CHAPTERONE
“Five more minutes, Ashlyn,”I said to myself.
It was a small space of time. Yet, each second seemed to crawl slower with my impatience, which pretty much summed up every morning of my life now. Me, awake far too early, and the clock grudgingly moving toward the moment I could finally escape my house.
Pausing in the hall, I gently touched the picture of my uncle. It had been almost five weeks since his death, but time had done nothing to ease the ache of losing him. Or the loneliness.
My listless gaze swept over the inside of the home I so resented. Once, it had been a refuge, a place of safety. Now, it was my prison of forced solitude.
On weekends, I only ever left for my assigned shift at the Roost, the local teen hangout, a place I equally loved and despised. Listening to the music was nice. The degrading training sessions I had to endure so the academy students could complete their assignments, though? That I could have done without. But those students were the entire reason I was here. Not only here in this house but here in this little unknown Maine town. Uttira, a place filled with mythical creatures—the children of the old gods. A place where humans like me were a rarity. Or a delicacy, depending on who a person spoke to.
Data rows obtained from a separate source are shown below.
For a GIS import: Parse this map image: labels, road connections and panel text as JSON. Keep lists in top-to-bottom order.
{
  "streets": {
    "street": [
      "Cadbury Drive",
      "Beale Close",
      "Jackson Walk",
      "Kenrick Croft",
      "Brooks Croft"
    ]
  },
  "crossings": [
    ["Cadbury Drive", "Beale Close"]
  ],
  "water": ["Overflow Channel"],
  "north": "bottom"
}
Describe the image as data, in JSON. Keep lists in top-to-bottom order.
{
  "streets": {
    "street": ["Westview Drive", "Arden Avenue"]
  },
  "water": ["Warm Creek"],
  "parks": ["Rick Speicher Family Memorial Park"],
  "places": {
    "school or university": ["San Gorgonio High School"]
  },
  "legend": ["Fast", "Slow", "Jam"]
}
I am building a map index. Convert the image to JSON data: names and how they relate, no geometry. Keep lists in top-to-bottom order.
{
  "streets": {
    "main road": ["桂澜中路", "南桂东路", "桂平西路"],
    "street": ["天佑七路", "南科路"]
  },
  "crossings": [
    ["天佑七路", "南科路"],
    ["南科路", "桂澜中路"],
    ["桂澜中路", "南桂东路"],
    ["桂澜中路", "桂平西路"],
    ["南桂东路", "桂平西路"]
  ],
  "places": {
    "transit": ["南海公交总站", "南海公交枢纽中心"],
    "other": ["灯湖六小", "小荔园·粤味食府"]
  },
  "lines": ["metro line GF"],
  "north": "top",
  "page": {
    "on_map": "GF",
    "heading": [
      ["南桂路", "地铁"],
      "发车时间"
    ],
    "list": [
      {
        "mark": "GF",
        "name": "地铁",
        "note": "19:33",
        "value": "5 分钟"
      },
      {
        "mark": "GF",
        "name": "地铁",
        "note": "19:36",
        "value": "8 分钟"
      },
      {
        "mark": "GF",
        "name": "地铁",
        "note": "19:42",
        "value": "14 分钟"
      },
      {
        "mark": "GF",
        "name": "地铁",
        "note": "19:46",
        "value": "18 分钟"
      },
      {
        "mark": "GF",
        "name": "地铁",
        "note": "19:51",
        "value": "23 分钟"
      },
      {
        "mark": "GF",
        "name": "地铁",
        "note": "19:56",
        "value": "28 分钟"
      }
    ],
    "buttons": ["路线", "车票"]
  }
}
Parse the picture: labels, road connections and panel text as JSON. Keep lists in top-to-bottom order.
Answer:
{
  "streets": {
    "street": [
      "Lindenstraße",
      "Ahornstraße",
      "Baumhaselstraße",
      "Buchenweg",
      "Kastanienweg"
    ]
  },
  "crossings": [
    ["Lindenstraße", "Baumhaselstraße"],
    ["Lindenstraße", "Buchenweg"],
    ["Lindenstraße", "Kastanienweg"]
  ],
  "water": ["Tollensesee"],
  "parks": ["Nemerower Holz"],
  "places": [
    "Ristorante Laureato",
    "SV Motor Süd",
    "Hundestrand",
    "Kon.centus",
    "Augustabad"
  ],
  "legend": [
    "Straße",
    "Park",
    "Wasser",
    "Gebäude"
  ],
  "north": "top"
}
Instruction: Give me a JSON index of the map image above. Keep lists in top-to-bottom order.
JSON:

I hated that the children of the gods used me to teach their young how to hunt or interact or whatever with humans. I was a tool, an inconvenience, an afterthought, nothing more. And I wanted out. Out of this house. Out of this town filled with dangerous creatures, and out of this life filled with rules and restrictions.
I wanted freedom so badly it hurt, but I could never take the way out that my uncle had or the one Adira offered me. One was death, and the other was a complete memory wipe. The thought of leaving this place, ignorant of the creatures that existed in our world to prey on unsuspecting humanity, terrified me. I wasn’t ready to die. I was still waiting to live.
So, here I was, existing alone, trapped in a warded house, and yearning for a freedom I would never have.
However, this morning’s added tension made my itch to escape even stronger than usual. I didn’t want to be late for Eliana’s meeting.
She was one of the few friends I’d managed to make in my almost eighteen years on this planet, and the thought of her meeting with three novice druids worried me. It didn’t matter that Eliana was a succubus and could handle herself around other mythical beings better than I, a lowly human, could. I didn’t want to lose her, too, through some stupid mistake. And when it came to druids, mistakes ran rampant.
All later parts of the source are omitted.